Meet Allie Raffa '14, NBC Capitol Hill correspondent
For a time in 2020, Allie Raffa '14 was spending so much time watching Joe Biden that he was beginning to feel like one of her parents.
In the months before his election, Biden was touring the country from state to state as a presidential candidate. Raffa's job was to cover him for FOX News. She joined other members of the press on a bus and followed him everywhere, from Nevada to Iowa, from gigantic rallies to little ice cream shops, always listening to see if there was anything to report.
Thousands of speeches went by, she says. They were almost identical, only varying slightly for different types of crowds. Raffa became an expert on how the future President spoke. She grew an instinct for when he was going to break news.
“If he paused at a certain part, all of us would pop our heads up and notice,” Raffa says. “If he was 10 minutes late, we would notice. ‘Maybe it’s a rewrite in his speech,’ we would say. ‘Maybe it’s an addition.’”
“I learned his body language. You could tell if he was tired. You saw him every day. It’s like seeing your parents. You could tell if it was going to be a happy day or a long day.”
The Biden campaign is one of several assignments that comprise Raffa’s impressive reporting reel. In January, Raffa was hired as Capitol Hill Correspondent for NBC News. She now covers the day-to-day politics of Washington, D.C., as well as legislative issues that impact the country at large.
For Raffa, her dream of becoming a political reporter has become a reality. The journey to getting on air, however, was not the pampered and glamorous journey that many think it is, she says.
“To get this job, you have to work your butt off,” Raffa says. “You are never too good for any task.”
From FIU student to national reporter
Raffa remembers one journalism class as being particularly impactful to her career today. It was a course taught by Neil Reisner, a reporter and professor at the College of Communication, Architecture + The Arts. Reisner's students conducted interviews in Liberty City, a predominantly black neighborhood near downtown, and wrote stories for the South Florida Times, a Black community weekly.
“In a place like Liberty City, the only things we hear about are food, fun, festivals, crime and corruption,” says Reisner, who has covered politics and investigative stories for decades.
“When something bad happens, there is media all over the place for two days, and then they go off.
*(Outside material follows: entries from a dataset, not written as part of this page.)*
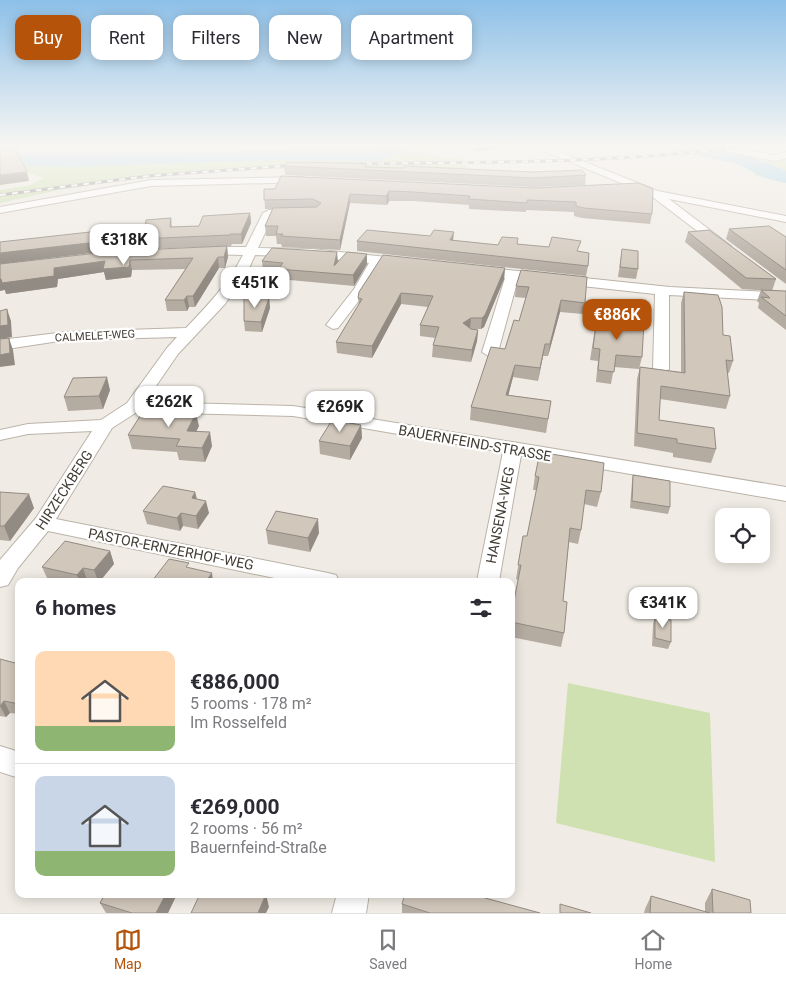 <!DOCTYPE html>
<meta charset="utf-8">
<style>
:root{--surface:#fff;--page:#f7f7f7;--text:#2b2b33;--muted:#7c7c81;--line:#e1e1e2;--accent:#b45309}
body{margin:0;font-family:Roboto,sans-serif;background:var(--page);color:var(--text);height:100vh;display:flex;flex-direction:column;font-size:19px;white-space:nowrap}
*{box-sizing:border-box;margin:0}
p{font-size:16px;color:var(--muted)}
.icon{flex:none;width:28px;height:28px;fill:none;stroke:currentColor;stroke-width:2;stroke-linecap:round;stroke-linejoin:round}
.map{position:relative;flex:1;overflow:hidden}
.panel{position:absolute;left:15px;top:578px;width:500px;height:320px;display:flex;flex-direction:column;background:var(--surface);border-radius:10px;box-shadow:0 2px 12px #0003}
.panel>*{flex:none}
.hud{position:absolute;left:15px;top:15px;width:500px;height:45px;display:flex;gap:10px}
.buttons{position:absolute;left:715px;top:508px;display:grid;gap:10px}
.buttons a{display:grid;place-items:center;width:55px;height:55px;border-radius:10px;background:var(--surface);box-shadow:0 2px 12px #0003;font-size:25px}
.price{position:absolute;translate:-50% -42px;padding:0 11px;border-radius:10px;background:#fff;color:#222;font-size:16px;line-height:32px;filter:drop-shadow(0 1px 2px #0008)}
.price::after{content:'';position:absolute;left:50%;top:30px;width:15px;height:11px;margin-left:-8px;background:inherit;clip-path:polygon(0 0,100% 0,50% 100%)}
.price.active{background:var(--accent);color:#fff}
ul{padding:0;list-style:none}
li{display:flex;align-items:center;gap:15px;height:125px;padding:0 20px}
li+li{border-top:1px solid var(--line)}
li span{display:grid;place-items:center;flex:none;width:140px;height:100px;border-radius:10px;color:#555}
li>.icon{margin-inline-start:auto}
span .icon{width:60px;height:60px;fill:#fffc;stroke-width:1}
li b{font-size:21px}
h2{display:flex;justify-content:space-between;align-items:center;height:60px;padding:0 20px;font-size:21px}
.tag{padding:0 18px;border-radius:10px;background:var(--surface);box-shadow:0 2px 12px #0003;font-size:18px;line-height:45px}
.tag.active{background:var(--accent);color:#fff}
.menu{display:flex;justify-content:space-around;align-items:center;height:70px;border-top:1px solid var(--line);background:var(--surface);font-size:14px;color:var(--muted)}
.menu a{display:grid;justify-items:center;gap:2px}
.menu .active{color:var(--accent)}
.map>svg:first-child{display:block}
.green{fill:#cfe1b1}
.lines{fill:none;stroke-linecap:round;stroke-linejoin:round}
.river{fill:#a6d2e9;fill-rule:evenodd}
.minor-casing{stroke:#bbb3a8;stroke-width:2}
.minor{fill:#fff;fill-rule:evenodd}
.rail-casing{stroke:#949494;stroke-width:3}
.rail{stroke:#fff;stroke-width:2;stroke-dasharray:6;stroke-linecap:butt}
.wall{fill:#b4aba1}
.shaded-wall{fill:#928b83}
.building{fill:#d1c7bb;stroke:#928b83}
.labels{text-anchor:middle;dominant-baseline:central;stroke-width:4.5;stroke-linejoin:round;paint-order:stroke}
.far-street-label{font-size:11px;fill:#423c35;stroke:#fff}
.street-label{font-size:14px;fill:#423c35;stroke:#fff}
</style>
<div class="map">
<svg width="786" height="913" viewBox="0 0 786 913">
<rect width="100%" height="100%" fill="#f0ece5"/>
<path class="green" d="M 333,147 L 434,147 L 426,154 L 437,157 L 461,159 L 468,168 C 336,167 202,166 71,188 C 47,192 23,198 0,203 L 0,190 L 30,185 L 44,178 L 8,166 L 0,156 L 98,157 Z
M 786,157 L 786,183 L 754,175 L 761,163 Z
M 568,683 L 710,713 L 715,862 L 556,823 Z"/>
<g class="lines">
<path class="river" d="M 382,147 L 410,147 L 407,151 L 376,161 L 280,160 L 72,167 L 0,165 L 0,153 C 125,157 250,148 375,149 Z
M 671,147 L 710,147 L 740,152 L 786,171 L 786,183 L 765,178 L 735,163 L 680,152 L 674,151 Z"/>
<g class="minor-casing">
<path id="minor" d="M 534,147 L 547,147 L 658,191 L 786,216 L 786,222 L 669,199 L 731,246 L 729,249 L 721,249 L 650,195 Z
M 725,147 L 775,155 L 786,152 L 786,158 L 775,161 L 725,151 Z
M 304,177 L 309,180 L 308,182 L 151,186 L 0,213 L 0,207 L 151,180 Z
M 269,210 L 295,210 L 301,213 L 295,216 L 273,216 L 258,248 L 312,249 L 405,259 L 411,263 L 405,267 L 381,264 L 367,290 L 338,328 L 333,329 L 326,325 L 354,289 L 369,263 L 312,257 L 255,255 L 246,275 L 225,304 L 178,354 L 145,402 L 293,406 L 786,487 L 786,501 L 521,455 L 499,581 L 477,581 L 503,452 L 293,416 L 137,412 L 112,428 L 56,519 L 328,573 L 336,575 L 339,581 L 289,581 L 48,531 L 18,568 L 8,585 L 0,587 L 0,560 L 36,518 L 92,431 L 28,434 L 0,440 L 0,430 L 28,424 L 101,420 L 127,403 L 167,348 L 177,337 L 66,340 L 0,350 L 0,340 L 66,332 L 186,328 C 208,305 228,284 243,255 L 203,254 L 199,253 L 197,250 L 199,247 L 246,247 L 263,213 Z
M 479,267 L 670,287 L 786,293 L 786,301 L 669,295 L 669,369 L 661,374 L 653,369 L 655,294 L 518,279 L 498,352 L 490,357 L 482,352 L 505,278 L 474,274 L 473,271 Z
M 0,746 L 19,752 L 19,778 L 0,772 Z
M 337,894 L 369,894 L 366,913 L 332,913 Z"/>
</g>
<use href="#minor" class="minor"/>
<g class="rail-casing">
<path id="rail" d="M 342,164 C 475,162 607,164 739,147
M 0,195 L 148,176 L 297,165"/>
</g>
<use href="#rail" class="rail"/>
</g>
<path class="wall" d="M 469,147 L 507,147 L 477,151 Z
M 284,166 L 367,167 L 586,175 L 585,185 L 534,187 L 285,175 Z
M 535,188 L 652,214 L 650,224 L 582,218 L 574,216 L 574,212 L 526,210 L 526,212 L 469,209 L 469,205 L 413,201 L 389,201 L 387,205 L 350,203 L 340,250 L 282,247 L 281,244 L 277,244 L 276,236 L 266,236 L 265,226 L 273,209 L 265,209 L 264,189 Z
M 250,213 L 251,223 L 242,244 L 232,244 L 231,246 L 117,250 L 108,232 L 145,229 L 171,218 L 172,227 L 199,226 Z
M 729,229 L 786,237 L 786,284 L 726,239 Z
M 688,232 L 776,279 L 772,291 L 786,291 L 786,330 L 758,308 L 759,303 L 757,301 L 761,290 L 771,291 L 742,289 L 685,242 Z
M 453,240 L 498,245 L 517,244 L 579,252 L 588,266 L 586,276 L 357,251 L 357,241 Z
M 227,246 L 228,257 L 225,268 L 219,268 L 195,307 L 189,307 L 187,311 L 167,311 L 165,300 L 186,269 L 132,270 L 131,277 L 106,280 L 104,272 L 58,279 L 57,287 L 6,294 L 0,264 Z
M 622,249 L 638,269 L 636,279 L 618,277 Z
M 262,261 L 338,262 L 367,264 L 354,286 L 279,279 L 279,272 L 263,271 Z
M 505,268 L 504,279 L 484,327 L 481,329 L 474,329 L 478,330 L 477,341 L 471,362 L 432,357 L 433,345 L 435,338 L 420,336 L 420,325 L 428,307 L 401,304 L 372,358 L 337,353 L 336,342 L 359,305 L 358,298 Z
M 521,270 L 585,303 L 583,314 L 560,312 L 548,356 L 543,356 L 538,381 L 513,377 L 508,395 L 551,401 L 546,433 L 470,420 L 471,407 L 505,349 L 519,321 L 526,298 L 515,297 L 516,286 Z
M 684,292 L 723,335 L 733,361 L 729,373 L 727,373 L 730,396 L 726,409 L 660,399 L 659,420 L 716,449 L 711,463 L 673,457 L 673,453 L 634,446 L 637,379 L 640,367 L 681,372 L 681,303 Z
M 269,298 L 270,308 L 262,332 L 245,331 L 244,321 Z
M 595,328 L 642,357 L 639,369 L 614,367 L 611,384 L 596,382 L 598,361 L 590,360 Z
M 110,390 L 103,409 L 68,411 L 64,397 Z
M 361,425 L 362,438 L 350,460 L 320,454 L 319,441 Z
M 199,426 L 196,432 L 212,446 L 205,462 L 179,460 L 177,452 L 132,449 L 128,435 Z
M 633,475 L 670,507 L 668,514 L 630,508 L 632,482 Z
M 535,476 L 601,492 L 597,507 L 584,504 L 581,530 L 578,544 L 569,542 L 563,601 L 564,633 L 561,647 L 511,637 L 511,616 L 518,580 L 516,579 L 523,536 L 527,536 L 537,490 L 533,490 Z
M 0,492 L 34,508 L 10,541 L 0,540 Z
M 195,492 L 197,499 L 209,513 L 198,529 L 183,526 L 180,531 L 147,524 L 143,511 Z
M 266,530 L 319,533 L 310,552 L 268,544 Z
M 110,551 L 114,564 L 100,581 L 87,580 L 87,581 L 54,581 L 48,580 L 42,567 Z
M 655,617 L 671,642 L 668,649 L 652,646 L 653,624 Z
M 0,659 L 19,664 L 19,714 L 10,713 L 6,717 L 0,716 Z
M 712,889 L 751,913 L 644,913 L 645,909 L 651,896 L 705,912 L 705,903 Z
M 105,894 L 177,894 L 168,913 L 106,913 L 100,903 Z
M 485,898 L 540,913 L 402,913 L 402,904 Z"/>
<path class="shaded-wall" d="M 13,147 L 33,147 L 14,149 Z
M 478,147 L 507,147 L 477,151 Z
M 27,172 L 29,181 L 0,185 L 0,175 Z
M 389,191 L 389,201 L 387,205 L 386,196 Z
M 350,194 L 350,203 L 340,250 L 340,240 Z
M 250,213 L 251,223 L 242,244 L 241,234 Z
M 108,230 L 110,240 L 115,240 L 117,250 L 0,264 L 0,253 Z
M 454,232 L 453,241 L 450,240 Z
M 227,246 L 228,257 L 225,268 L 224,257 Z
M 337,252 L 338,262 L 334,266 Z
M 367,254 L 367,264 L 354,286 L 353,275 Z
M 218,257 L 219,268 L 195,307 L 193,296 Z
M 130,260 L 132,270 L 131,277 L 106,280 L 104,272 L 58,279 L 57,287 L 6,294 L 5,290 L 0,291 L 0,279 L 54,268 L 105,261 Z
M 505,268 L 504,279 L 484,327 L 481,329 L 482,318 Z
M 401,293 L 401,304 L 372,358 L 372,346 Z
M 187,296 L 189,307 L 187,311 L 184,300 Z
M 269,298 L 270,308 L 262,332 L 261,322 Z
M 561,300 L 560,312 L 548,356 L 550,344 Z
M 7,309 L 11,321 L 12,337 L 0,339 L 0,326 Z
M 471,318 L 470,329 L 463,323 Z
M 478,330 L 477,341 L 471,362 L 472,350 Z
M 9,338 L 13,350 L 15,365 L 0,367 L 0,355 Z
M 545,344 L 543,356 L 538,381 L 540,368 Z
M 515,365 L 513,377 L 505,408 L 506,395 Z
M 107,377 L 110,390 L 103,409 L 99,396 Z
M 196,413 L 199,426 L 189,445 L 187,431 Z
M 361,425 L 362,438 L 350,460 L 350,446 Z
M 210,432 L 212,446 L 205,462 L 202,448 Z
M 195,492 L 198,505 L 192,498 Z
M 29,494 L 34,508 L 10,541 L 4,526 Z
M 206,501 L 209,513 L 198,529 L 196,516 Z
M 181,513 L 183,526 L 180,531 L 177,518 Z
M 318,519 L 319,533 L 310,552 L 308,538 Z
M 110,551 L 114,564 L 100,581 L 98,581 L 94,570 Z
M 83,568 L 87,580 L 87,581 L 79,581 L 77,575 Z
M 212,573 L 213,581 L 206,581 Z
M 4,701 L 10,713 L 6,717 L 0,706 Z
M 166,894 L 177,894 L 168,913 L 156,913 Z
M 266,894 L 269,907 L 266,913 L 258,913 Z"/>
<path class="building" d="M 0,147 L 15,147 L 27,172 L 0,175 Z
M 287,162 L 342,163 L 367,164 L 365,167 L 403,168 L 404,166 L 532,172 L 582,170 L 586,175 L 535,178 L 284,166 Z
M 281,176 L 535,188 L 639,183 L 653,189 L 652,214 L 584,208 L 576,206 L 576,202 L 527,200 L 527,203 L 469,199 L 470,196 L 413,192 L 389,191 L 386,196 L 350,194 L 340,240 L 281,236 L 283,234 L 276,234 L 278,226 L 265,226 L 273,208 L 317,207 L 321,203 L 313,199 L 264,200 L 264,189 L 275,189 Z
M 250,213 L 241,234 L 230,234 L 230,235 L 115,240 L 0,253 L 0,242 L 108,230 L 108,232 L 145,229 L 146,220 L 171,218 L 170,227 L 199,226 L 203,216 Z
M 769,226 L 786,237 L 786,270 L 729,229 Z
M 367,230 L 430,236 L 434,230 L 454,232 L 450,240 L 498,245 L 502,237 L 518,238 L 517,244 L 549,247 L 552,237 L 581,241 L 577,251 L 589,253 L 588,266 L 357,241 Z
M 709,230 L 776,279 L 746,278 L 688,232 Z
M 227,246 L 224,257 L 218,257 L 193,296 L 187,296 L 184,300 L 165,300 L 193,258 L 130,260 L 129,267 L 103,269 L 105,261 L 54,268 L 54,276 L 2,283 L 1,279 L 0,279 L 0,264 L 115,251 Z
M 272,248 L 337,252 L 334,266 L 347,252 L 367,254 L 353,275 L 278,269 L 283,263 L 262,261 Z
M 622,249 L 638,251 L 638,269 L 620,267 Z
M 383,255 L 505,268 L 485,315 L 482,318 L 471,318 L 463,323 L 471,329 L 478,330 L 472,350 L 433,345 L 439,327 L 420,325 L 433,296 L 401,293 L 372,346 L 336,342 L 362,299 L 358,298 L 359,292 Z
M 521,270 L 587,277 L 585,303 L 561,300 L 550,344 L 545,344 L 540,368 L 515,365 L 506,395 L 551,401 L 548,419 L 471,407 L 491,347 L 505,349 L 514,320 L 519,321 L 529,287 L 516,286 Z
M 761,290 L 786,291 L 786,316 L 761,297 L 770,298 Z
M 684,292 L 718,295 L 722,307 L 723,335 L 730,336 L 733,361 L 726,360 L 730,396 L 661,386 L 659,420 L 714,428 L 716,449 L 677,443 L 677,439 L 637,433 L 640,367 L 685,373 Z
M 244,298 L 269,298 L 261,322 L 244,321 Z
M 7,309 L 8,325 L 0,326 L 0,311 Z
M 597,317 L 644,322 L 642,357 L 616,355 L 614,372 L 598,370 L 600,349 L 593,348 Z
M 9,338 L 10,353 L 0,355 L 0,339 Z
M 107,377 L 99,396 L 64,397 L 73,378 Z
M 144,410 L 196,413 L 187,431 L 210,432 L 202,448 L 176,446 L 180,439 L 128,435 Z
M 332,420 L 361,425 L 350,446 L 319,441 Z
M 540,452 L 604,463 L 601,492 L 586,490 L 581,530 L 570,528 L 563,601 L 567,602 L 564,633 L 511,622 L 511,616 L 521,565 L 518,565 L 523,536 L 527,536 L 539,477 L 535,476 Z
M 633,475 L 670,481 L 670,507 L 632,501 Z
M 163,486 L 195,492 L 192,498 L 206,501 L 196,516 L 181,513 L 177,518 L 143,511 Z
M 0,492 L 29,494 L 4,526 L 0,526 Z
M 276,511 L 318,519 L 308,538 L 266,530 Z
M 65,541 L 110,551 L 94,570 L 83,568 L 77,575 L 42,567 Z
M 169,559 L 189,563 L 186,567 L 212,573 L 206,581 L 152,581 Z
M 655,617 L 671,620 L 671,642 L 655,638 Z
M 0,659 L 19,664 L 19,704 L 4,701 L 0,706 Z
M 712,889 L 750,900 L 751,913 L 713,913 Z
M 105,894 L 166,894 L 156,913 L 132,913 L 100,903 Z
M 200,894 L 266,894 L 258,913 L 191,913 Z
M 405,894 L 486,894 L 485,898 L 540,913 L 430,913 L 402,904 Z
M 651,896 L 710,913 L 650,913 Z
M 560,904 L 591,913 L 560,913 Z"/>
<linearGradient id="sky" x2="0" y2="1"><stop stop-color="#8dc0e8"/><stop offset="0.53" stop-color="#f8f6f3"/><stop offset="1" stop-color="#f8f6f3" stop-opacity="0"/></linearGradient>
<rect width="786" height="275" fill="url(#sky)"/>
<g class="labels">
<g class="far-street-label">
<text transform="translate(95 336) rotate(-3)">CALMELET-WEG</text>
</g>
<g class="street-label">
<text transform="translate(475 443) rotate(10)">BAUERNFEIND-STRASSE</text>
<text transform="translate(64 490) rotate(-57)">HIRZECKBERG</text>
<text transform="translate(500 515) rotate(-79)">HANSENA-WEG</text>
<text transform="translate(171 549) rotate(11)">PASTOR-ERNZERHOF-WEG</text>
</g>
</g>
</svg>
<div class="buttons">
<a><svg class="icon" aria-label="locate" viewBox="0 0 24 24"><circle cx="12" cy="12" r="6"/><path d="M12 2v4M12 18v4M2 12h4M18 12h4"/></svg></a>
</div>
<b class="price" style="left:124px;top:266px">€318K</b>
<b class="price" style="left:255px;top:309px">€451K</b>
<b class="price active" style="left:617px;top:341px">€886K</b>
<b class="price" style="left:169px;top:428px">€262K</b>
<b class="price" style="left:340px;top:433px">€269K</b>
<b class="price" style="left:663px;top:629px">€341K</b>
<div class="hud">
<a class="tag active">Buy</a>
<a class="tag">Rent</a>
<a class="tag">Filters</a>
<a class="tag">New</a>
<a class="tag">Apartment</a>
</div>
<section class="panel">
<h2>6 homes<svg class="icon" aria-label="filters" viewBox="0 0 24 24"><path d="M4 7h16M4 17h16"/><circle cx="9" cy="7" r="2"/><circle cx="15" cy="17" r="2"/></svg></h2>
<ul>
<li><span style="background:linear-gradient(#ffd9b3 75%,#8fb573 0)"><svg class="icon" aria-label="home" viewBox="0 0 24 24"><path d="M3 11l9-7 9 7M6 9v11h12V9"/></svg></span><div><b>€886,000</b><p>5 rooms · 178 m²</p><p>Im Rosselfeld</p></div></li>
<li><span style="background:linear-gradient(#c9d6e8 75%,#8fb573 0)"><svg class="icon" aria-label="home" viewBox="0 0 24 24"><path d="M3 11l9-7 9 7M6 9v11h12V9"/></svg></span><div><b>€269,000</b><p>2 rooms · 56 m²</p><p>Bauernfeind-Straße</p></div></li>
</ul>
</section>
</div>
<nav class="menu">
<a class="active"><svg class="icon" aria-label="map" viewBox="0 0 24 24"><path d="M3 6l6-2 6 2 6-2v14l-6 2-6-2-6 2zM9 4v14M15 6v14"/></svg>Map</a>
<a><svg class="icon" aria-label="saved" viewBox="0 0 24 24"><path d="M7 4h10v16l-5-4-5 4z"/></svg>Saved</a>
<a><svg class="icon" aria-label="home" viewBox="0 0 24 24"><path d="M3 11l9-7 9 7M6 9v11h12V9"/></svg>Home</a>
</nav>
What I teach my students is how to cover a place from the ground up and how to look through the eyes of the people who live there.”
Raffa took to the local spots of Liberty City to find interviews.
“I learned that it’s so important to take the time to actually sit there and listen to someone,” she says. “When I got to FOX, I would say to people, ‘Hey, do you mind if I turn the camera off and just keep talking with you?’ Half of the time, you get great follow-up stories by building that connection with someone."
Raffa went on to get a gig at CBS4 covering local courthouses. After graduation, she landed on the other side of media by interning in Senator Marco Rubio’s office. She monitored the press that surrounded the politician.
After some networking around Washington, Raffa found out about an open assistant position at FOX News. She didn’t know whom she would work for until the job interview. It turned out to be veteran broadcast journalist Chris Wallace.
Raffa, Wallace and the FOX team trekked the United States to cover the 2016 election.
At this time, the FIU alumna took advantage of an opportunity. Raffa saw that FOX was looking for content for their social media platforms. She reached out and asked to contribute by covering the areas that her team was already visiting. It became her first official on-camera work.
After the election, Raffa was promoted within FOX’s D.C. bureau to an associate producer position on Chris Wallace’s show “Fox News Sunday” where she worked for almost two years.
Raffa was then hired by Fox to be a multimedia journalist. She was stationed in the Tampa area, where the cable network didn’t have a heavy presence. She would cover whatever the network needed, carrying her own equipment around and editing videos as a one-woman band.
“I was never home,” Raffa says. “I went to Cape Canaveral for space stories. I covered the whole Southeast region and covered stories in New York and floods in Arkansas.”
After three years in that role, she was assigned to go report on presidential candidates for the 2020 election. She covered Bernie Sanders, Kamala Harris and several other candidates before eventually landing full-time with Biden, who she covered for the next 18 months.
After the presidential inauguration, Raffa joined KNSD, NBC’s owned-and-operated station in San Diego, Cal. where she covered a wide range of stories for 10 months before landing the Capitol Hill Correspondent gig.
Raffa is staying busy in the nation's capital. She has covered the confirmation of the Hon. Ketanji Brown Jackson, the upcoming midterm elections and the Jan. 6 Select Committee’s investigation into the events at the U.S. Capitol.
“Every day you hear a different streamline of drama,” Raffa says. “And then there’s the actual legislation to report on, the actual issues."
For students who want to get into the broadcast journalism field today, Raffa has two pieces of advice.
“You need to know how much work you’re getting into,” Raffa says. “And you should do as many internships as humanly possible before getting into the industry. There are so many different tracks in journalism, so you should try getting into the subject matter that you would be happy covering 10 years from now."